This documents describes two use cases for the coordinate system mapping
functionality of `ensembldb`: mapping of regions within protein sequences to the
genome and mapping of genomic to protein sequence-relative coordinates. In
addition, it showcases the advanced filtering capabilities implemented in
`ensembldb`.

# Query for *helix-loop-helix* transcription factors on chromosome 21

Down syndrome is a genetic disorder characterized by the presence of all or
parts of a third copy of chromosome 21. It is associated, among other, with
characteristic facial features and mild to moderate intellectual disability. The
phenotypes are most likely the result from a gene dosage-dependent increased
expression of the genes encoded on chromosome 21 [@LanaElola:2011fl]. Compared
to other gene classes, transcription factors are more likely to have an
immediate impact, even due to a moderate over-expression (which might be the
result from gene duplication). One of the largest dimerizing transcription
factor families is characterized by a *basic helix-loop-helix* domain
[@Massari:2000um], a protein structural motif facilitating DNA binding.

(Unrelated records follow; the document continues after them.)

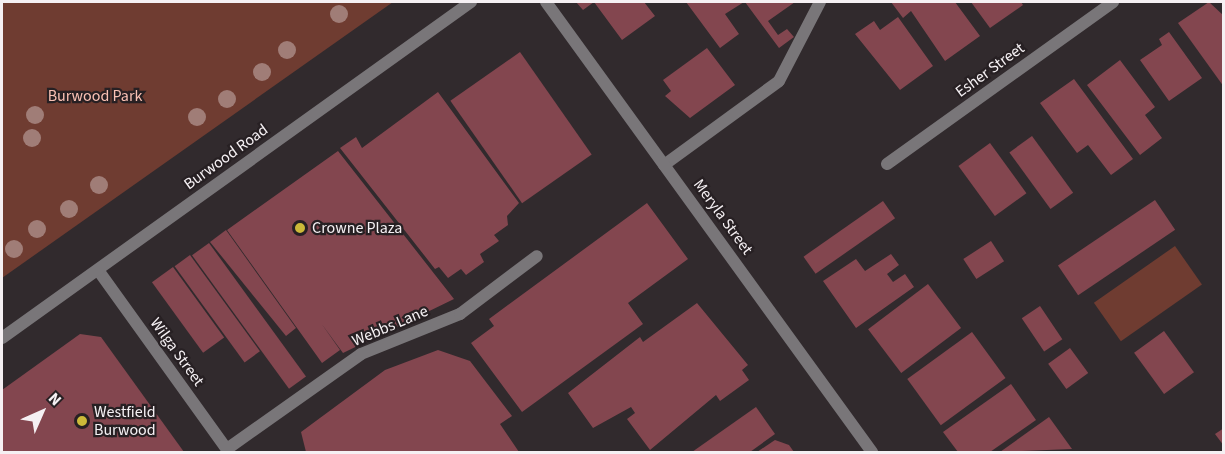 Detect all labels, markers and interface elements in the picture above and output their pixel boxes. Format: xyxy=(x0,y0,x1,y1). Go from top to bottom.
street label: Esher Street xyxy=(952,39,1028,101)
park label: Burwood Park xyxy=(48,86,142,106)
street label: Burwood Road xyxy=(180,120,272,194)
street label: Meryla Street xyxy=(689,176,757,258)
place label: Crowne Plaza xyxy=(312,218,402,238)
marker: Crowne Plaza xyxy=(293,221,307,235)
street label: Webbs Lane xyxy=(349,301,431,351)
street label: Wilga Street xyxy=(146,314,208,390)
north arrow xyxy=(12,382,72,442)
text: N xyxy=(43,388,66,411)
place label: Westfield Burwood xyxy=(94,402,156,440)
marker: Westfield Burwood xyxy=(75,414,89,428)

The example below aims at identifying transcription factors with a basic
helix-loop-helix domain (Pfam ID PF00010) that are encoded on chromosome 21. To
this end we first load an R-library providing human annotations from Ensembl
release 86 and pass the loaded `EnsDb` object along with a filter expression to
the `genes` method that retrieves the corresponding genes. Filter expressions
have to be written in the form `~ <field> <condition> <value>` with `<field>`
representing the database column to be used for the filter. Several such filter
expressions can be concatenated with standard R logical expressions (such as `&`
or `|`). To get a list of all available filters and their corresponding fields,
the `supportedFilters(edb)` function could be used.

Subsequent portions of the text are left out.